U.S. jobless claims held steady at a high of 248,000, signaling a cooling labor market, while May's PPI rose a modest 0.1%, suggesting tame inflation; economists anticipate upward pressure on prices later in the year as businesses pass on import tariffs. The Fed is expected to hold rates steady at its upcoming meeting, with future rate cuts contingent on trade talk outcomes and potential tariff impacts, while revisions to payroll data may show job growth lower than previously estimated.

Analysis

The U.S. labor market is exhibiting clear signs of deceleration, with initial unemployment claims holding steady at an eight-month high of 248,000 for the week ended June 7, surpassing economists' forecasts of 240,000 and consistent with easing labor market conditions.
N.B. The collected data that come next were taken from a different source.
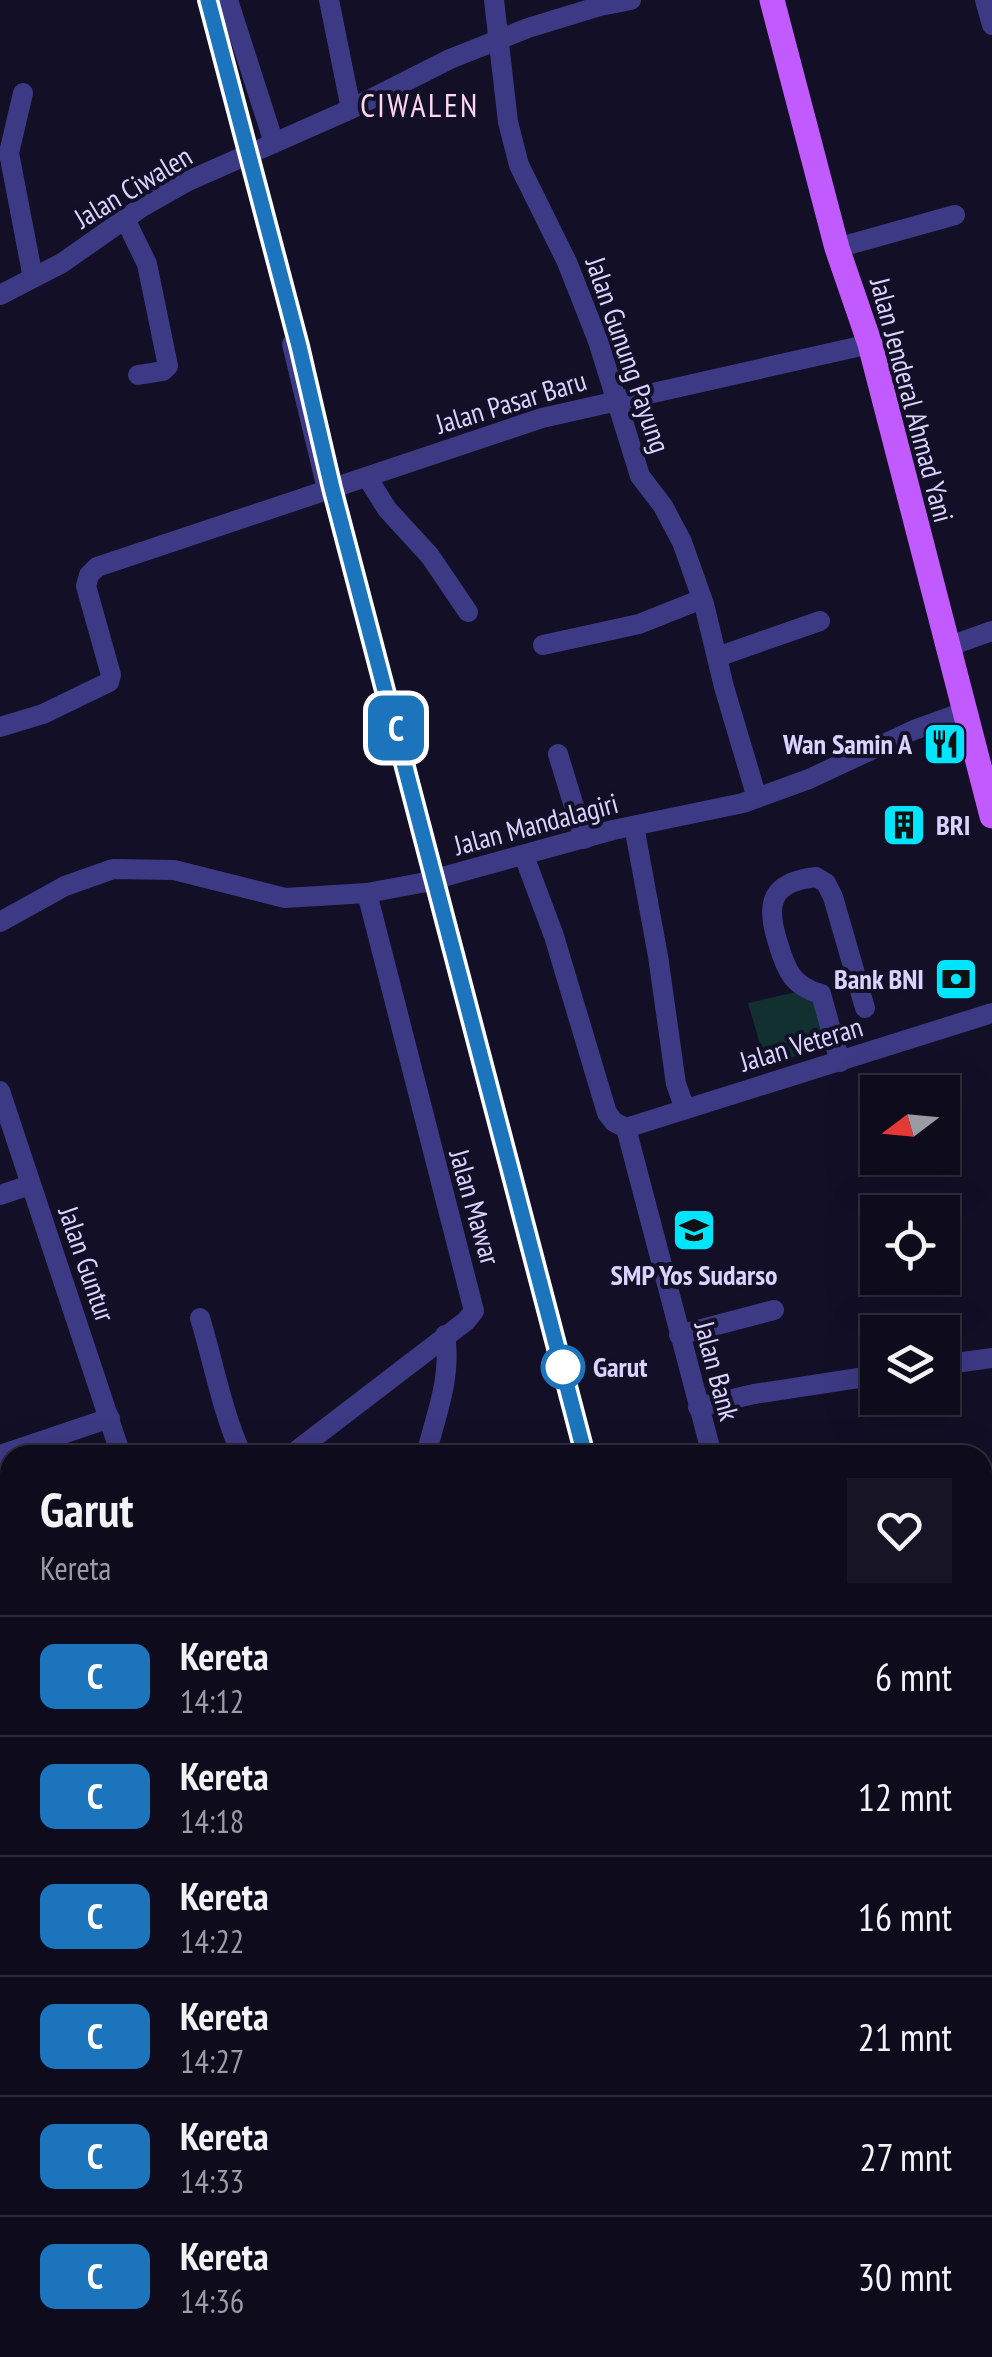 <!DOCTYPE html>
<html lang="id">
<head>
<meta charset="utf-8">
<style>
  :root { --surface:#0e0b1c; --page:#171425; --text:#f1f3f6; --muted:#9b9ba3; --line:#2e2b3b }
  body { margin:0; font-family:"PT Sans Narrow",sans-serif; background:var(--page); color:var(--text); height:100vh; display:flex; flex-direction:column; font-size:38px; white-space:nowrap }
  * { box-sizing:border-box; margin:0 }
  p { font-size:32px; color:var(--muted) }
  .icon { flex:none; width:55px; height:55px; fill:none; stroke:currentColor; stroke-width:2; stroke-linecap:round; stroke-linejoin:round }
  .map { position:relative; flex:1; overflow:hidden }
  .details { position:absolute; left:0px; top:1445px; width:992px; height:912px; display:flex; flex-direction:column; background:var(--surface); border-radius:30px 30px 0 0; box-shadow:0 10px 40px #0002,0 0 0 2px var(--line) }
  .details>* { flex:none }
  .badge { padding:0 20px; border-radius:15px; font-size:35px; line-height:65px }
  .needle { width:65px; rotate:254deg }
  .tools { position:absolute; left:860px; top:1075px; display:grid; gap:20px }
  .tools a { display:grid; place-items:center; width:100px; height:100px; border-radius:0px; background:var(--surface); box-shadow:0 10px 40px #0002,0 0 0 2px var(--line); font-size:50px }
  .map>.badge { position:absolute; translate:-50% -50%; box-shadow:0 0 0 5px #fff }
  .round { display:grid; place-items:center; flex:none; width:105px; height:105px; border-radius:0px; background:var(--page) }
  .overview { display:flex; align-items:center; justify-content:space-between; height:170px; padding:0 40px }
  h1 { font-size:48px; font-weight:600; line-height:75px }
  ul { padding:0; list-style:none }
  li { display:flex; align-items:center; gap:30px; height:120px; padding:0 40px; border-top:2px solid var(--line) }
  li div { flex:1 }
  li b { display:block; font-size:38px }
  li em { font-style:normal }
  li .badge { min-width:110px; font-weight:700; text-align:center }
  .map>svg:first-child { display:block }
</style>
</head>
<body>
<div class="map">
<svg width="992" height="2357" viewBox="0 0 992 2357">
  <defs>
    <pattern id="water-waves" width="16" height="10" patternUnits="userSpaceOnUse" patternTransform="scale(2.5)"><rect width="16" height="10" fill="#0c2248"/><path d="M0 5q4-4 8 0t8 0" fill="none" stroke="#2f4163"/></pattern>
  </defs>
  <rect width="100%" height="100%" fill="#130f26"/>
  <polygon fill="#12302f" points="801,991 816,1003 830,1046 766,1065 748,1003"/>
  <polygon fill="url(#water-waves)" points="0,2101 10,2117 10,2230 0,2214"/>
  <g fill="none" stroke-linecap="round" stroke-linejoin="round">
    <g stroke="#3d3a85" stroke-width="20">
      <polyline points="228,0 274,143"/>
      <polyline points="329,0 351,109"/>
      <polyline points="494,0 508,122 519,165 567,262 598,341 640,476 663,506 682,542 704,604 724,687 757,798"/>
      <polyline points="985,0 992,25"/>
      <polyline points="23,93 9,153 33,278"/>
      <polyline points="125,219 147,264 168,366 163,371 138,375"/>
      <polyline points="837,248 955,215"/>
      <polyline points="0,295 62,263 142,207 188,181 351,109 450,59 528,28 600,6 631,0"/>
      <polyline points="292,344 327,489"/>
      <polyline points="367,477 387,509 430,556 468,612"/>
      <polyline points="543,645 639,624 702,599"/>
      <polyline points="947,647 992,631"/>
      <polyline points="717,657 820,621"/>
      <polyline points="0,727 43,714 109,682 111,675 86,586 89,575 97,567 542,418 870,344"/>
      <polyline points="558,754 584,839"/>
      <polyline points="634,826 658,956 676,1084 685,1109"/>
      <polyline points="524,856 554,936 607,1113 614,1122 626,1128"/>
      <polyline points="0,922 65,886 113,869 174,870 285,898 367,893 421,883 613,830 743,803 809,779 914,730 964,712"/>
      <path d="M840,1062L821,994C792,986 786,970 778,943C765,903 771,882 816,877L826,883L833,897L865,1008"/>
      <polyline points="0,1091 121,1455"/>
      <polyline points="626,1128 992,1013"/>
      <polyline points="626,1128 712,1455"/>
      <polyline points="0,1195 30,1185"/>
      <path d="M200,1318C214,1364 222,1412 242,1455"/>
      <polyline points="679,1335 774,1310"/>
      <polyline points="942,1365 992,1358"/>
      <polyline points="698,1407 754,1394 878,1375"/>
      <polyline points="0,1455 110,1418"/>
      <polyline points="291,1455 466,1321 474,1311 367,893"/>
      <path d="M426,1455C436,1414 452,1377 445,1335"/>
      <polyline points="982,1624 992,1622"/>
      <polyline points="0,1864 10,1861"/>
      <polyline points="982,1999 992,1997"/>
      <polyline points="982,2100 992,2097"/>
      <polyline points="411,2348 415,2357"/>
      <polyline points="578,2348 579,2357"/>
      <polyline points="794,2348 795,2357"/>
    </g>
    <g stroke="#c25bff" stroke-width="25">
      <polyline points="772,0 837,248 870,344 992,816"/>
      <polyline points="982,2329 992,2326"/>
      <polyline points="900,2357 928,2348"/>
    </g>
    <g stroke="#00e5ff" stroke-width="4" stroke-dasharray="15 12" stroke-linecap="butt">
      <polyline points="208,0 245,139"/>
      <polyline points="252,166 299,345 332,488 585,1455"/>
    </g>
  </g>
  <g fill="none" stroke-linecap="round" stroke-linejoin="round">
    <g stroke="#fff" stroke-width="22">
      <polyline id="line" points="208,0 299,346 332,488 585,1455"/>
    </g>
    <use href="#line" stroke="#1c75bc" stroke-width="15"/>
  </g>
  <defs>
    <g id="restaurant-square" transform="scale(2.25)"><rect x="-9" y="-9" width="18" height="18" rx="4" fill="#00e5ff" stroke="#130f26"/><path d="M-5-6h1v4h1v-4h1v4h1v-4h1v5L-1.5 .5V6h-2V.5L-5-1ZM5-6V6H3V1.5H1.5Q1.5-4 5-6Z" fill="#111"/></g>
    <g id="building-square" transform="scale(2.25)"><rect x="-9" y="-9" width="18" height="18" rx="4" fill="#00e5ff" stroke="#130f26"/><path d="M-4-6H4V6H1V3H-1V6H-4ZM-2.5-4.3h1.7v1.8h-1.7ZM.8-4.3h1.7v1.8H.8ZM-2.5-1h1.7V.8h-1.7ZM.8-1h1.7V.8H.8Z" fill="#111"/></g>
    <g id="bank-square" transform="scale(2.25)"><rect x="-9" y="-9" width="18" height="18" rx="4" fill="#00e5ff" stroke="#130f26"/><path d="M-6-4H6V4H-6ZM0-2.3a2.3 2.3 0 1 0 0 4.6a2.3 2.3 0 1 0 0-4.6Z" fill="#111"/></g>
    <g id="school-square" transform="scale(2.25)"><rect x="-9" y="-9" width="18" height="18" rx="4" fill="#00e5ff" stroke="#130f26"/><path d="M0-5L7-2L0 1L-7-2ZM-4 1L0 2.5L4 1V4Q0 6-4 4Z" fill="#111"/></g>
  </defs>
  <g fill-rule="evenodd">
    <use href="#restaurant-square" x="945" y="744"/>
    <use href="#building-square" x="904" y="825"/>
    <use href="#bank-square" x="956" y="979"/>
    <use href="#school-square" x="694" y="1230"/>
  </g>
  <circle fill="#fff" stroke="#1c75bc" stroke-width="5" cx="563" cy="1367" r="20"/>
  <g text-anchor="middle" stroke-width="8" stroke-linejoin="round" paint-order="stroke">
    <g font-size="28" fill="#d9d4ff" stroke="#130f26">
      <text transform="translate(133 187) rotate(-31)" y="10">Jalan Ciwalen</text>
      <text transform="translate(628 355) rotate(71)" y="10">Jalan Gunung Payung</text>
      <text transform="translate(912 400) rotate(75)" y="10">Jalan Jenderal Ahmad Yani</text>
      <text transform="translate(511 402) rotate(-17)" y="10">Jalan Pasar Baru</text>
      <text transform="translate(536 824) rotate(-15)" y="10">Jalan Mandalagiri</text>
      <text transform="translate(801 1044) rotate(-17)" y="10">Jalan Veteran</text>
      <text transform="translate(475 1207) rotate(74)" y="10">Jalan Mawar</text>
      <text transform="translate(87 1264) rotate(71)" y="10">Jalan Guntur</text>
      <text transform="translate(717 1371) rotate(75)" y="10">Jalan Bank</text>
    </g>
    <g font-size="28" font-weight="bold" fill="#d9d4ff" stroke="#130f26" text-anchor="end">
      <text x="912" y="754">Wan Samin A</text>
      <text x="936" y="835" text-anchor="start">BRI</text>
      <text x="924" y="989">Bank BNI</text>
      <text x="694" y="1285" text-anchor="middle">SMP Yos Sudarso</text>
    </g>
    <g font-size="28" font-weight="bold" fill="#d9d4ff" stroke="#130f26" text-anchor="start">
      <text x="593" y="1377">Garut</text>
    </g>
    <g font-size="32" letter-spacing="2.5" fill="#ffd6f0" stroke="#130f26">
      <text x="420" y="117">CIWALEN</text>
    </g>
  </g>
</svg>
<div class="tools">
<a><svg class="needle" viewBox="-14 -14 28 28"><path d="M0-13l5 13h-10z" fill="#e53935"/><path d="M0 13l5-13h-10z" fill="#9b9ba3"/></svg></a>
<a><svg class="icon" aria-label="locate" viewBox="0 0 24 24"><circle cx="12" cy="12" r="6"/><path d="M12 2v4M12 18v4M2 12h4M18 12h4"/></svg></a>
<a><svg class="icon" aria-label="layers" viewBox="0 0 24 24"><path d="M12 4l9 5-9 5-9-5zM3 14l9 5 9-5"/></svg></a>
</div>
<b class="badge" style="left:396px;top:728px;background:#1c75bc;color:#fff">C</b>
<section class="details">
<div class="overview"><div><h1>Garut</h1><p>Kereta</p></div><a class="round"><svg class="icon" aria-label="heart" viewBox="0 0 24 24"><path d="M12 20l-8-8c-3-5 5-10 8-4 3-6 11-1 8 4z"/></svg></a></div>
<ul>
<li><span class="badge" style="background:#1c75bc;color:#fff">C</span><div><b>Kereta</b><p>14:12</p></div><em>6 mnt</em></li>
<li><span class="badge" style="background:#1c75bc;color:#fff">C</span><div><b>Kereta</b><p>14:18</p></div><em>12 mnt</em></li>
<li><span class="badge" style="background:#1c75bc;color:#fff">C</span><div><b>Kereta</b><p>14:22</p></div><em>16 mnt</em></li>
<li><span class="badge" style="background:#1c75bc;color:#fff">C</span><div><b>Kereta</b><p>14:27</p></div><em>21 mnt</em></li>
<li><span class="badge" style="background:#1c75bc;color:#fff">C</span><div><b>Kereta</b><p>14:33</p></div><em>27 mnt</em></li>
<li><span class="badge" style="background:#1c75bc;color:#fff">C</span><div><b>Kereta</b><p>14:36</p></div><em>30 mnt</em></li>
</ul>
</section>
</div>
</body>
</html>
This softening is further evidenced by May's nonfarm payroll increase of only 139,000 jobs, a notable decrease from 193,000 a year prior, and a rise in the number of people receiving benefits after an initial week of aid to 1.956 million, the highest level since November 2021. Compounding these concerns, the Quarterly Census of Employment and Wages (QCEW) data suggests a substantially slower pace of job growth, with Barclays forecasting a potential downward revision of 800,000 to 1.125 million job gains for the April 2024-March 2025 period, which would trim monthly payroll gains by approximately 65,000-95,000. Concurrently, May's producer price index (PPI) for final demand rose a modest 0.1%, below the 0.2% forecast, after a revised 0.2% decline in April, bringing the year-over-year advance to 2.6%. While these tame inflation readings and softening labor data would typically support monetary easing, with economists estimating core PCE inflation rose 0.1% in May (2.6% year-over-year), the Federal Reserve is widely expected to maintain its benchmark overnight interest rate in the 4.25%-4.50% range. This cautious stance is attributed to the significant economic uncertainty stemming from President Trump's tariff policies, as the potential for trade talk collapses and subsequent tariff hikes could induce a supply shock, effectively sidelining the Fed despite otherwise supportive data for rate cuts. Market reactions included mixed Wall Street stocks, a weaker dollar, and lower U.S. Treasury yields, reflecting the uncertain economic outlook.